Anne Sexton's work was loved and hated in equal measure. it still is today, hated and loved. who's right? will that debate really be won by taking a look at credentials? and what credentials does one need to become an artist, to be an artist, other than the extreme hunger and love of the thing? Mr. Wonderful (our lovely Roland Barthes) knew this. he wrote an entire book, all in fragments, about love... what it is to love. an emotion that, at every turn, shatters reason, thwarts logic, and compels the lover to continue beyond the event of heart-break and humiliation. a critic and philosopher shouting PRAISE for the human spirit. and NO ONE, no critic, has yet to say a word back against that book.

because it cannot be refuted.

because the love of knowledge, of ideas, of exploration, of continuing to learn and grow, is LOVE in action. it is a necessary ingredient to becoming "educated", regardless of how one might define that word or go about attaining it.

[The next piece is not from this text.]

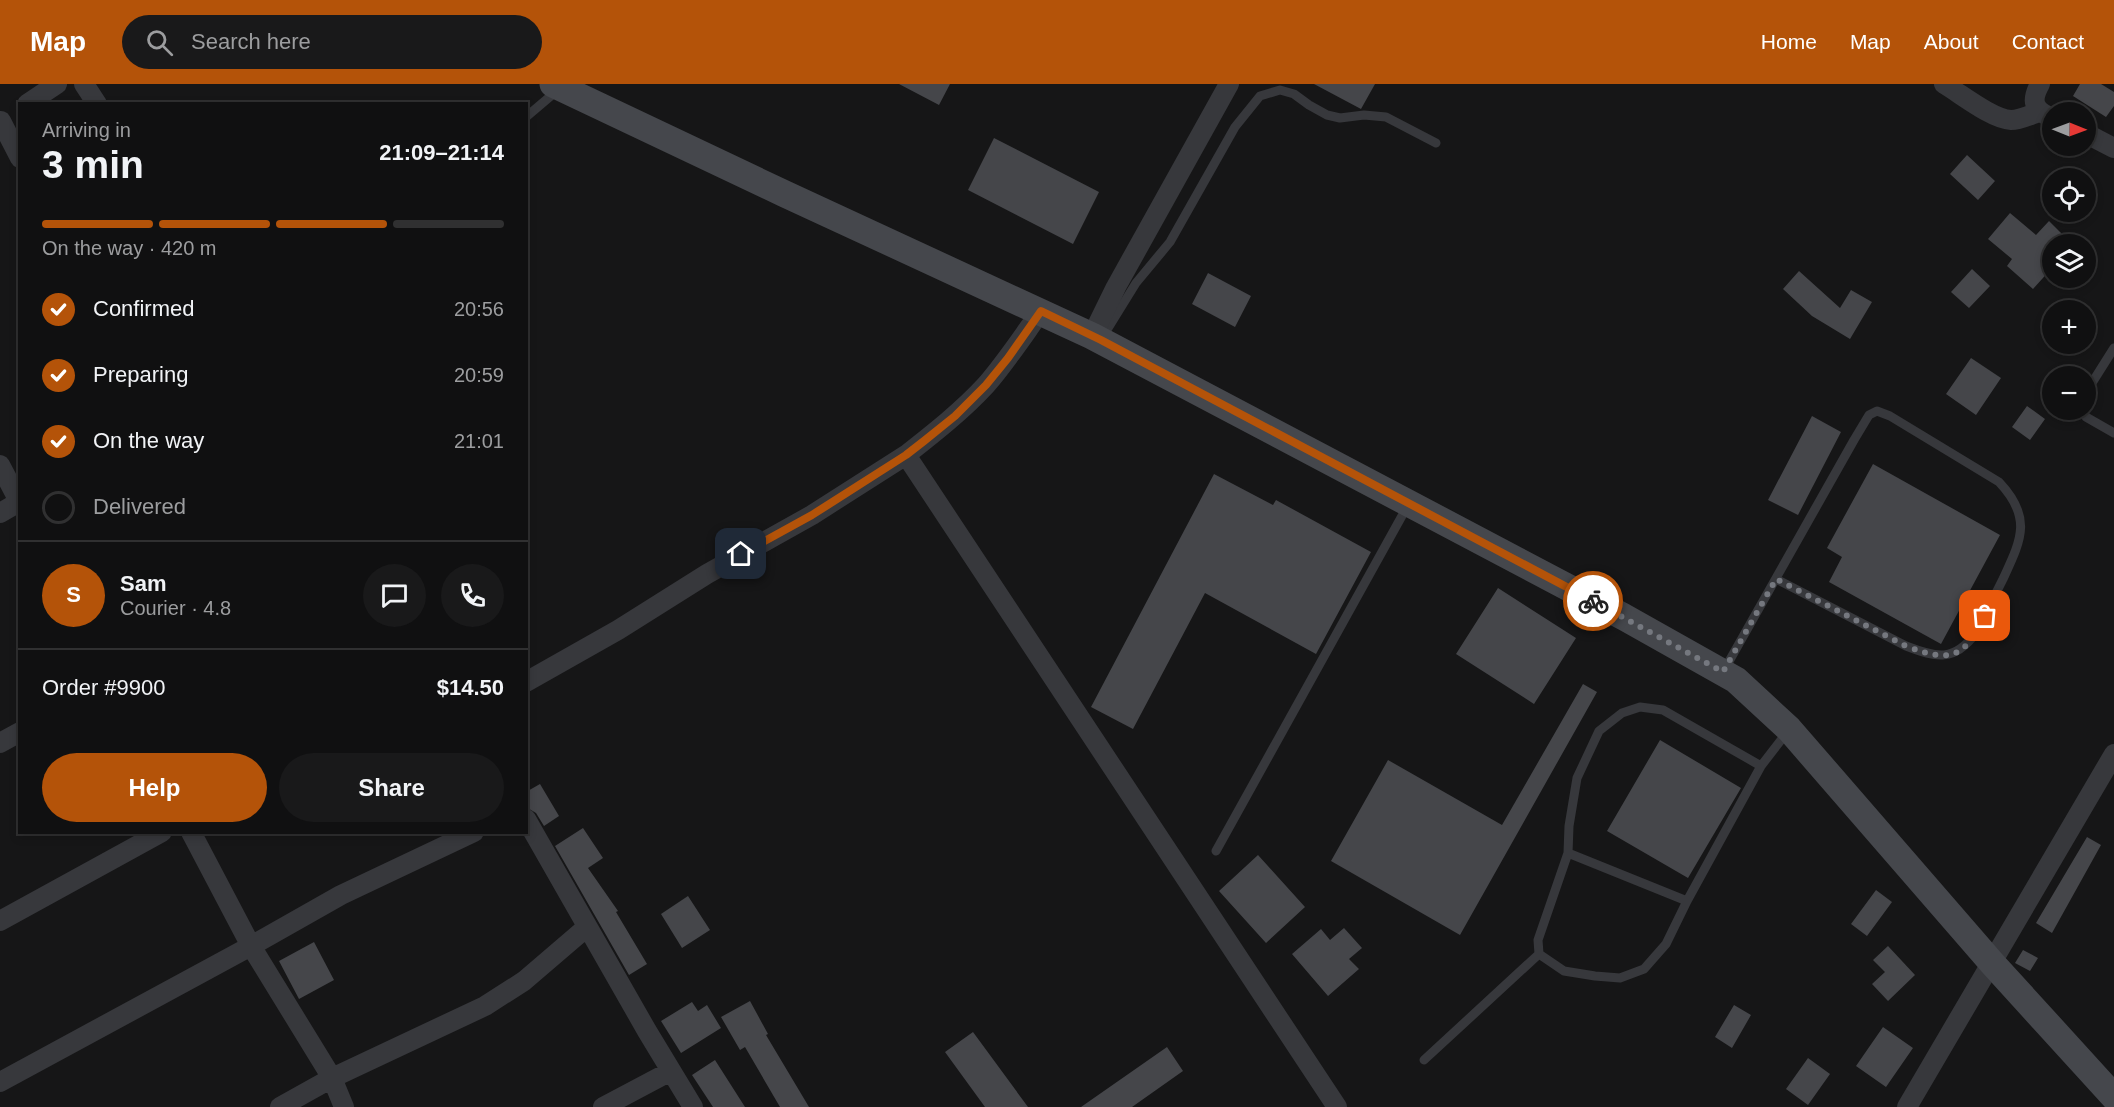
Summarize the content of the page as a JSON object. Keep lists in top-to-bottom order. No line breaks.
{"north":"right","page":{"header":"Map","search":"Search here","nav":["Home","Map","About","Contact"],"map_buttons":["+","−"],"heading":["3 min","Arriving in","21:09–21:14"],"panel":["Sam","Courier · 4.8","Order #9900","$14.50"],"bar":"On the way · 420 m","list":[["Confirmed","20:56"],["Preparing","20:59"],["On the way","21:01"],"Delivered"],"round":"S","buttons":["Help","Share"]}}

it is my love that pushes me. and it is my love that quickens me, spurs me on to learn as much as i can, where i am, with the tools available to me. that allow me to see the circumstances of my own life and history as a rich, valuable site of learning and exploration in and of itself. that the books i read, the images that flash in front of my face, provide a new mirror, a new pick-axe with which i can excavate my own experiences and hopefully, maybe, at least try, to provide that same moment of self-recognition in another human being. that unexpected scorch. that moment that throttles my heart and brain and allows me to dig deeper this time, this time, next time, and to create meaning within my own life. that is what artists do. that is what art is good for. that is what an education truly supplies: the ability to make meaning.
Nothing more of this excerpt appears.